Japan faces shortage of almost a million foreign workers in 2040, think tank says

TOKYO (Reuters) – Japan faces a shortage of almost one million foreign workers in 2040 if the government wants to achieve its economic growth goals as the population dwindles, an estimate from a state-backed think tank showed on Thursday.

At the current pace, 5.91 million foreign people will be working in Japan in 2040, almost one million short of the foreign workforce needed to sustain the targeted average annual growth rate of 1.24%, the Japan International Cooperation Agency (JICA)’s research arm said.
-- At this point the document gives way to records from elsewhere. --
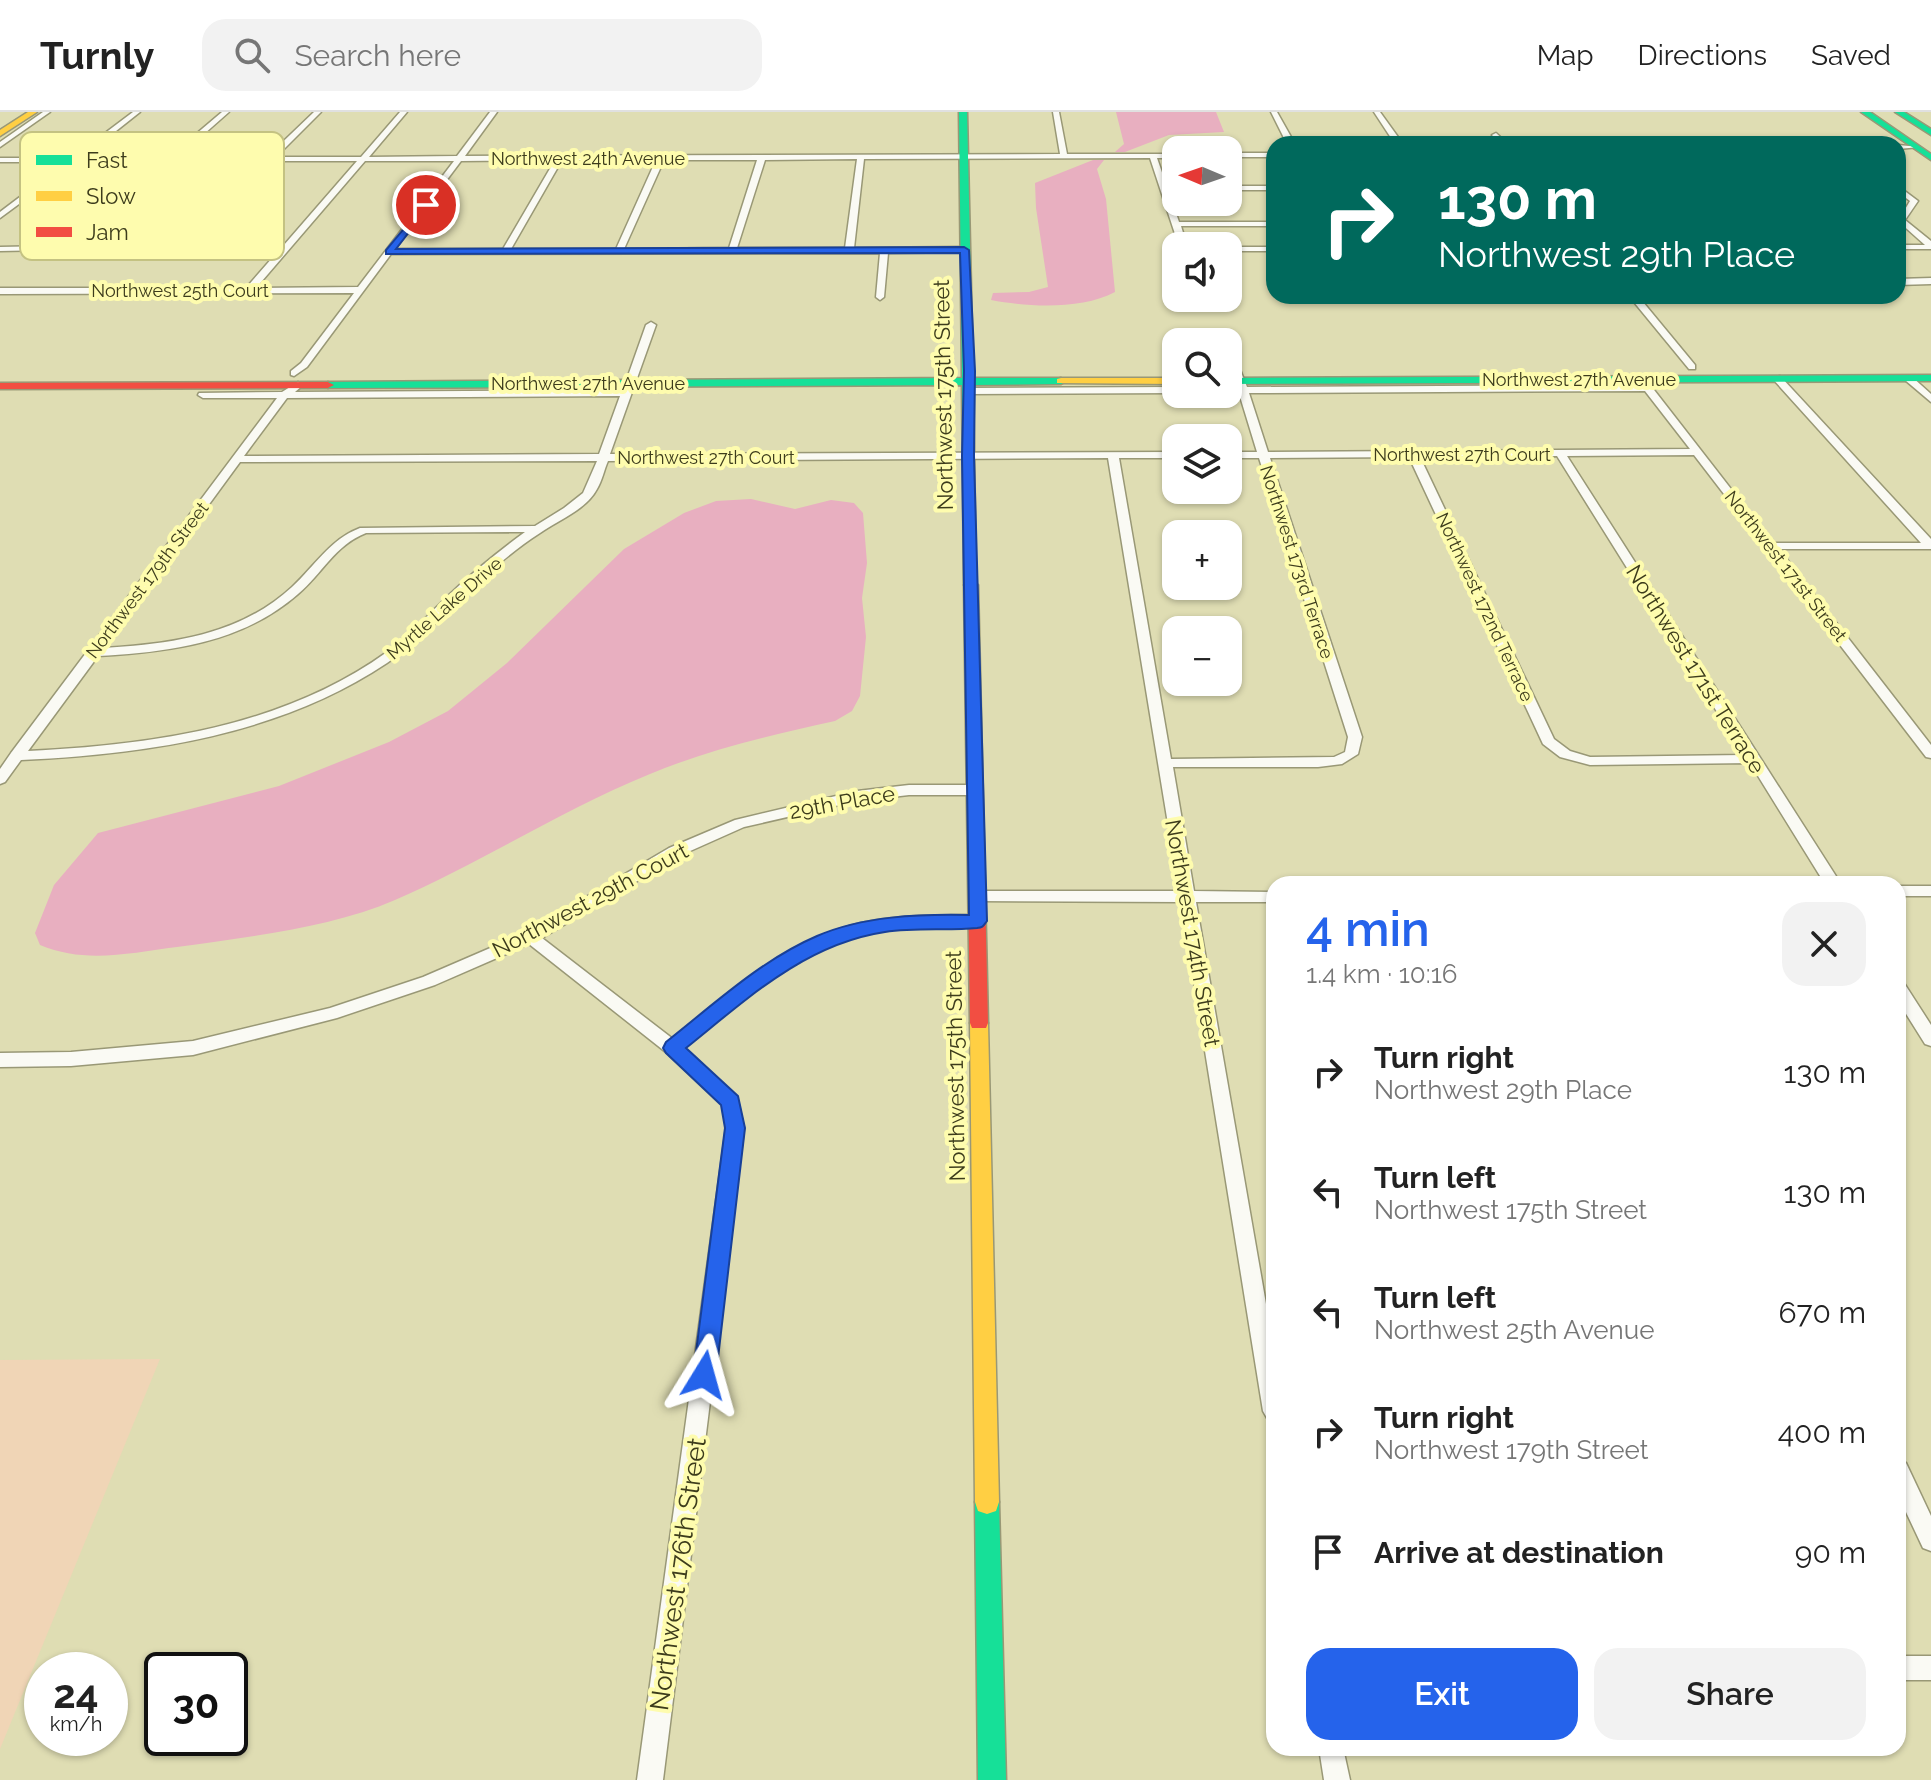 <!DOCTYPE html>
<html lang="en">
<head>
<meta charset="utf-8">
<style>
	:root { --surface:#fff; --page:#f2f2f2; --text:#222; --muted:#767676; --line:#e0e0e0; --accent:#2563eb }
	body { margin:0; font-family:Raleway,sans-serif; background:var(--page); color:var(--text); height:100vh; display:flex; flex-direction:column; font-size:30px; white-space:nowrap }
	* { box-sizing:border-box; margin:0 }
	p { font-size:26px; color:var(--muted) }
	.icon { flex:none; width:44px; height:44px; fill:none; stroke:currentColor; stroke-width:2; stroke-linecap:round; stroke-linejoin:round }
	.map { position:relative; flex:1; overflow:hidden }
	.details { position:absolute; left:1266px; top:764px; width:640px; height:880px; display:flex; flex-direction:column; background:var(--surface); border-radius:24px; box-shadow:0 2px 6px #0004 }
	.details>* { flex:none }
	.guide { position:absolute; left:1266px; top:24px; width:640px; height:168px; border-radius:24px; box-shadow:0 2px 6px #0004; background:#00695c; color:#fff; overflow:hidden }
	.needle { width:52px; rotate:272deg }
	.buttons { position:absolute; left:1162px; top:24px; display:grid; gap:16px }
	.buttons a { display:grid; place-items:center; width:80px; height:80px; border-radius:16px; background:var(--surface); box-shadow:0 2px 6px #0004; font-size:40px }
	.speed { position:absolute; left:24px; top:1540px; display:flex; gap:16px; font-size:40px; font-weight:700; text-align:center }
	.speed>* { display:grid; place-content:center; width:104px; height:104px; border-radius:50%; background:var(--surface); box-shadow:0 2px 6px #0004; line-height:1 }
	.speed small { font-size:20px; font-weight:400 }
	.speed .limit { border:4px solid #111; border-radius:12px; background:#fff; color:#111 }
	.pin { position:absolute; display:grid; place-items:center; width:68px; height:68px; color:#fff; margin:-34px; border:4px solid #fff; border-radius:50%; box-shadow:0 2px 8px #0007 }
	.me { position:absolute; width:88px; margin:-44px; rotate:8deg; stroke-linejoin:round; filter:drop-shadow(0 0 6px #0008) }
	.turn { display:flex; align-items:center; gap:28px; height:168px; padding:0 40px; font-size:36px }
	.turn .icon { width:104px; height:104px; stroke-width:2.5 }
	.turn b { display:block; font-size:56px; line-height:68px }
	.round { display:grid; place-items:center; flex:none; width:84px; height:84px; border-radius:24px; background:var(--page) }
	.headline { display:flex; align-items:center; justify-content:space-between; height:136px; padding:0 40px }
	h1 { font-size:48px; font-weight:600; line-height:60px; color:var(--accent) }
	.action { display:flex; gap:16px; margin-top:auto; padding:16px 40px }
	.action a { flex:1; height:92px; border-radius:24px; background:var(--accent); color:#fff; font-size:32px; font-weight:600; line-height:92px; text-align:center }
	.action a+a { background:var(--page); color:var(--text) }
	ul { padding:0; list-style:none }
	li { display:flex; align-items:center; gap:24px; height:120px; padding:0 40px }
	li div { flex:1 }
	li b { display:block; font-size:30px }
	li em { font-style:normal }
	header { display:flex; align-items:center; gap:48px; box-sizing:border-box; height:112px; padding:0 40px; background:var(--surface); border-bottom:2px solid var(--line) }
	header strong { font-size:38px }
	nav { display:flex; gap:44px; margin-inline-start:auto; font-size:28px }
	.search { width:560px; height:72px; background:var(--page); display:flex; align-items:center; gap:20px; box-sizing:border-box; padding:0 28px; border-radius:24px; color:var(--muted); font-size:30px }
	.map>svg:first-child { display:block }
	.green { fill:#f0d5b6 }
	.water { fill:#e8afc0 }
	.lines { fill:none; stroke-linecap:round; stroke-linejoin:round }
	.street-casing { stroke:#999876; stroke-width:3 }
	.fast-casing { stroke:#999876; stroke-width:3 }
	.slow-casing { stroke:#999876; stroke-width:3 }
	.jam-casing { stroke:#999876; stroke-width:3 }
	.street { fill:#fafaf4; fill-rule:evenodd }
	.fast { fill:#16e098; fill-rule:evenodd }
	.slow { fill:#ffcf43; fill-rule:evenodd }
	.jam { fill:#f24e42; fill-rule:evenodd }
	.route { fill:#2563eb; stroke:#184099; stroke-width:2 }
	.labels { text-anchor:middle; dominant-baseline:central; stroke-width:8; stroke-linejoin:round; paint-order:stroke }
	.far-street-label { font-size:18px; fill:#3d3c1c; stroke:#fefcae }
	.street-label { font-size:22px; fill:#3d3c1c; stroke:#fefcae }
	.near-street-label { font-size:26px; fill:#3d3c1c; stroke:#fefcae }
	.key { fill:#fefcae; stroke:#c4c282; stroke-width:2 }
	.key-label { font-size:22px; fill:#3d3c1c }
</style>
</head>
<body>
<header>
<strong>Turnly</strong>
<div class="search"><svg class="icon" aria-label="search" viewBox="0 0 24 24"><circle cx="10" cy="10" r="6"/><path d="M15 15l6 6"/></svg>Search here</div>
<nav><a>Map</a><a>Directions</a><a>Saved</a></nav>
</header>
<div class="map">
<svg width="1931" height="1668" viewBox="0 0 1931 1668">
	<rect width="100%" height="100%" fill="#dfddb3"/>
	<path class="green" d="M160,1247l-160,390v-389z"/>
	<path class="water" d="M1116,0h100l8,20 -55,3 -44,17h-10l9,-8z
		M1093,48h11l-7,9 9,30 9,93c-34,18 -87,15 -124,8l2,-7 36,-1 19,-5 -12,-79 -1,-25z
		M751,387l44,10 36,-9 23,3 9,10 4,50 -5,35 4,39 -6,59 -8,15 -17,10c-63,14 -125,28 -185,53 -88,36 -168,88 -255,126 -64,28 -149,37 -218,47 -47,6 -92,17 -137,-2l-5,-12 19,-48 44,-52 181,-47 110,-44 59,-31 59,-48 117,-114 60,-36 32,-12z"/>
	<g class="lines">
		<g class="street-casing">
			<path id="street" d="M43,0h7l-50,35v-5z
				M133,0h7l-58,46 87,-1 53,-45h7l-51,45h89l47,-45h7l-45,45h85l39,-45h7l-38,45 88,-1 33,-44h7l-32,44 595,-2 -7,-42h6l8,42h109v4h-19l22,64h95v4h-93l6,20h-8l-29,-88 -286,1 -10,89 110,-1 3,1v4l-79,1 -4,44 -4,3 -4,-3 4,-44 -489,1 -84,113 -13,9 -3,-1v-4l10,-8 53,-70 -354,1v-6h246l34,-39 -99,-1v-9l82,-78 -90,1 -94,81 -30,7 -49,1v-4l49,-1 24,-7 91,-77h-88l-76,56v-6l66,-50h-66v-4h72zM857,47l-12,89h-108l28,-88zM555,48l-52,89h-108l66,-88zM562,48h94l-40,89h-105zM664,48h93l-28,88 -105,1zM271,49h86l-73,84 -96,-1zM365,49h89l-96,126 -102,1z
				M1271,0h6l18,32h-8z
				M1374,0h6l23,32h-8z
				M1496,21l12,11h-8l-8,-9z
				M1898,33l22,2 -22,2z
				M1228,41h46v4h-46z
				M1228,74h46v4h-46z
				M1898,74l20,15 -13,19 26,21v8h-33v-4h27l-27,-24 12,-20 -12,-9z
				M1228,135h46v4h-46z
				M1931,166v6l-33,1v-6z
				M1176,184l20,5 20,-3c-11,12 -29,10 -41,0z
				M1629,184h9l57,69v4h-6z
				M651,210l5,3 -46,129 566,-2v6h-57l52,301 163,-2 11,-5 3,-15 -89,-279h-31v-6h29l-18,-59h-11v-6h9l-4,-20h6l8,20 394,-2 -5,-6 8,-2 129,166h148l-149,-165 8,-2 151,163v10h-152l152,196v13l-5,-1 -232,-302 -127,1 274,428h-16l-75,-121 -160,2 -30,-8 -17,-13 -134,-287 -139,1 92,279 -4,17 -16,10 -24,3h-145l21,124 80,1v10h-78l78,448v71l-7,-3 -4,-7 -82,-509 -204,-1 -8,-5 8,-5h202l-71,-433 -500,3c-4,9 -6,20 -11,28 -11,21 -39,31 -57,44 -14,9 -27,19 -39,29 -39,32 -72,73 -114,101 -108,72 -239,91 -366,97l-16,22 -5,2v-15l11,-16 266,-355h-74l-5,-3 1,-2 83,-1 16,-10 5,3 -8,7 328,-2 23,-65zM1645,279l45,58 -422,3 -19,-59zM620,284l-21,58 -355,2 43,-58zM1557,344l187,299 -154,2 -20,-6 -16,-12 -134,-282zM597,349l-14,32 -19,15 -29,18 -175,2c-31,12 -45,38 -68,59 -52,48 -120,57 -188,61l136,-186zM525,420c-26,19 -52,40 -75,62 -21,20 -40,41 -63,58 -104,75 -235,93 -359,99l70,-95c72,-4 144,-13 200,-62 24,-20 37,-49 68,-61z
				M1905,264h6l20,18v8l-26,-22z
				M1176,275v6l-207,1 -5,-3 5,-3z
				M909,673h66l7,5 -7,5h-66l-52,6 -113,26 -65,29 -137,82 131,101c57,-47 114,-99 188,-116 38,-8 78,-8 117,-8l8,6 -8,6c-43,0 -88,-2 -130,11 -63,19 -114,69 -164,110l53,49 7,31 -81,652h-26l89,-652 -3,-23 -56,-52 -138,-109 -94,41 -98,33 -144,37 -122,11 -71,1v-14l71,-1 122,-11 137,-33 93,-31 102,-44 144,-85 66,-28 122,-29z
				M1898,774h33v10h-33z
				M1898,869l6,2 27,42v21l-6,-2 -27,-43z
				M1898,1348l8,3 25,53v35l-8,-3 -25,-53z
				M1898,1544h33v24h-33z
				M1319,1636h24l7,32h-26z"/>
		</g>
		<g class="fast-casing">
			<path id="fast" d="M959,0h8l6,266h88l5,3 -5,3 -88,1 3,203h-10l-2,-3 -2,-200 -634,3 -6,-3 6,-3 634,-4z
				M1861,0h9l61,42v6z
				M1895,0h9l27,17v6z
				M1931,263v6l-703,3v-6z
				M987,1378l9,3 3,9 7,278h-28l-3,-278 3,-9z"/>
		</g>
		<g class="slow-casing">
			<path id="slow" d="M28,0h9l-37,24v-6z
				M1061,266h115v6l-119,-1v-4z
				M979,904l7,2 2,5 11,479 -3,9 -9,3 -9,-3 -3,-9 -5,-479 2,-5z"/>
		</g>
		<g class="jam-casing">
			<path id="jam" d="M0,271l328,-1 6,3 -6,3 -328,1z
				M971,469l7,4 10,438 -2,5h-14l-2,-5 -6,-438z"/>
		</g>
		<use href="#street" class="street"/>
		<use href="#fast" class="fast"/>
		<use href="#slow" class="slow"/>
		<use href="#jam" class="jam"/>
	</g>
	<path class="route" d="M426,90l4,3 -34,44 568,-2 5,3 6,121 -1,85 13,465c-4,5 -3,6 -10,7 -29,3 -60,-1 -92,4 -80,12 -138,67 -199,116l52,48 7,32 -29,247 -3,8 -9,3 -8,-3 -3,-8 32,-247 -4,-23 -55,-52 -3,-5 3,-6c47,-37 95,-82 151,-106 46,-20 102,-22 152,-21l-7,-459 2,-85 -4,-118 -574,1v-4z"/>
	<g class="labels">
		<g class="far-street-label">
			<text x="588" y="46">Northwest 24th Avenue</text>
			<text x="180" y="178">Northwest 25th Court</text>
			<text x="1579" y="267">Northwest 27th Avenue</text>
			<text x="588" y="271">Northwest 27th Avenue</text>
			<text x="1462" y="342">Northwest 27th Court</text>
			<text x="706" y="345">Northwest 27th Court</text>
			<text transform="translate(1297 450) rotate(72)">Northwest 173rd Terrace</text>
			<text transform="translate(1786 454) rotate(52)">Northwest 171st Street</text>
			<text transform="translate(147 468) rotate(-53)">Northwest 179th Street</text>
			<text transform="translate(1485 495) rotate(65)">Northwest 172nd Terrace</text>
			<text transform="translate(444 496) rotate(-41)">Myrtle Lake Drive</text>
		</g>
		<g class="street-label">
			<text transform="translate(943 283) rotate(-91)">Northwest 175th Street</text>
			<text transform="translate(1696 557) rotate(58)">Northwest 171st Terrace</text>
			<text transform="translate(842 690) rotate(-10)">29th Place</text>
			<text transform="translate(590 788) rotate(-28)">Northwest 29th Court</text>
			<text transform="translate(1193 821) rotate(80)">Northwest 174th Street</text>
			<text transform="translate(955 954) rotate(-91)">Northwest 175th Street</text>
		</g>
		<g class="near-street-label">
			<text transform="translate(678 1462) rotate(-82)">Northwest 176th Street</text>
		</g>
	</g>
	<rect x="20" y="20" width="264" height="128" rx="12" class="key"/>
	<rect x="36" y="43" width="36" height="10" fill="#16e098"/>
	<rect x="36" y="79" width="36" height="10" fill="#ffcf43"/>
	<rect x="36" y="115" width="36" height="10" fill="#f24e42"/>
	<g class="key-label">
		<text x="86" y="56">Fast</text>
		<text x="86" y="92">Slow</text>
		<text x="86" y="128">Jam</text>
	</g>
</svg>
<div class="buttons">
<a><svg class="needle" viewBox="-14 -14 28 28"><path d="M0-13l5 13h-10z" fill="#e53935"/><path d="M0 13l5-13h-10z" fill="#767676"/></svg></a>
<a><svg class="icon" aria-label="sound" viewBox="0 0 24 24"><path d="M4 9h4l5-4v14l-5-4H4zM17 9q2 3 0 6"/></svg></a>
<a><svg class="icon" aria-label="search" viewBox="0 0 24 24"><circle cx="10" cy="10" r="6"/><path d="M15 15l6 6"/></svg></a>
<a><svg class="icon" aria-label="layers" viewBox="0 0 24 24"><path d="M12 4l9 5-9 5-9-5zM3 14l9 5 9-5"/></svg></a>
<a>+</a>
<a>−</a>
</div>
<div class="speed"><div>24<small>km/h</small></div><div class="limit">30</div></div>
<div class="pin" style="left:426px;top:93px;background:#d93025"><svg class="icon" aria-label="arrive" viewBox="0 0 24 24"><path d="M6 21V4h12l-3 4 3 4H6"/></svg></div>
<svg class="me" style="left:704px;top:1263px" viewBox="-20 -20 40 40"><path d="M0-17L14 15 0 8-14 15z" fill="#2563eb" stroke="#fff" stroke-width="4"/></svg>
<div class="guide">
<div class="turn"><svg class="icon" aria-label="right" viewBox="0 0 24 24"><path d="M7 20v-9h11M14 6l5 5-5 5"/></svg><div><b>130 m</b>Northwest 29th Place</div></div>
</div>
<section class="details">
<div class="headline"><div><h1>4 min</h1><p>1.4 km · 10:16</p></div><a class="round"><svg class="icon" aria-label="close" viewBox="0 0 24 24"><path d="M6 6l12 12M18 6L6 18"/></svg></a></div>
<ul>
<li><svg class="icon" aria-label="right" viewBox="0 0 24 24"><path d="M7 20v-9h11M14 6l5 5-5 5"/></svg><div><b>Turn right</b><p>Northwest 29th Place</p></div><em>130 m</em></li>
<li><svg class="icon" aria-label="left" viewBox="0 0 24 24"><path d="M17 20v-9H6M10 6l-5 5 5 5"/></svg><div><b>Turn left</b><p>Northwest 175th Street</p></div><em>130 m</em></li>
<li><svg class="icon" aria-label="left" viewBox="0 0 24 24"><path d="M17 20v-9H6M10 6l-5 5 5 5"/></svg><div><b>Turn left</b><p>Northwest 25th Avenue</p></div><em>670 m</em></li>
<li><svg class="icon" aria-label="right" viewBox="0 0 24 24"><path d="M7 20v-9h11M14 6l5 5-5 5"/></svg><div><b>Turn right</b><p>Northwest 179th Street</p></div><em>400 m</em></li>
<li><svg class="icon" aria-label="arrive" viewBox="0 0 24 24"><path d="M6 21V4h12l-3 4 3 4H6"/></svg><div><b>Arrive at destination</b></div><em>90 m</em></li>
</ul>
<div class="action"><a>Exit</a><a>Share</a></div>
</section>
</div>
</body>
</html>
The demand-supply gap in foreign labour widened more than twofold from JICA’s previous estimate in 2022, after the researchers updated the data to take into account slower than expected economic growth in emigrating countries like Vietnam, Myanmar and Cambodia.

Foreign workers are crucial to Japan’s economy as they help to fill a severe labour shortage due to the rapid aging and plummeting birthrate.

The number of foreign workers in Japan more than quadrupled in the past 15 years to 2.05 million, or about 3% of the entire workforce, as of October last year.

The government has expanded work visa permits to a number of blue-collar sectors and skilled jobs with easing public opinions on accepting the immigrant labour.

But with hurdles including the yen currency’s weakening, conventionally low wages and human rights issues, Japan has to ramp up its efforts to stay competitive in the global race for talents, experts have said.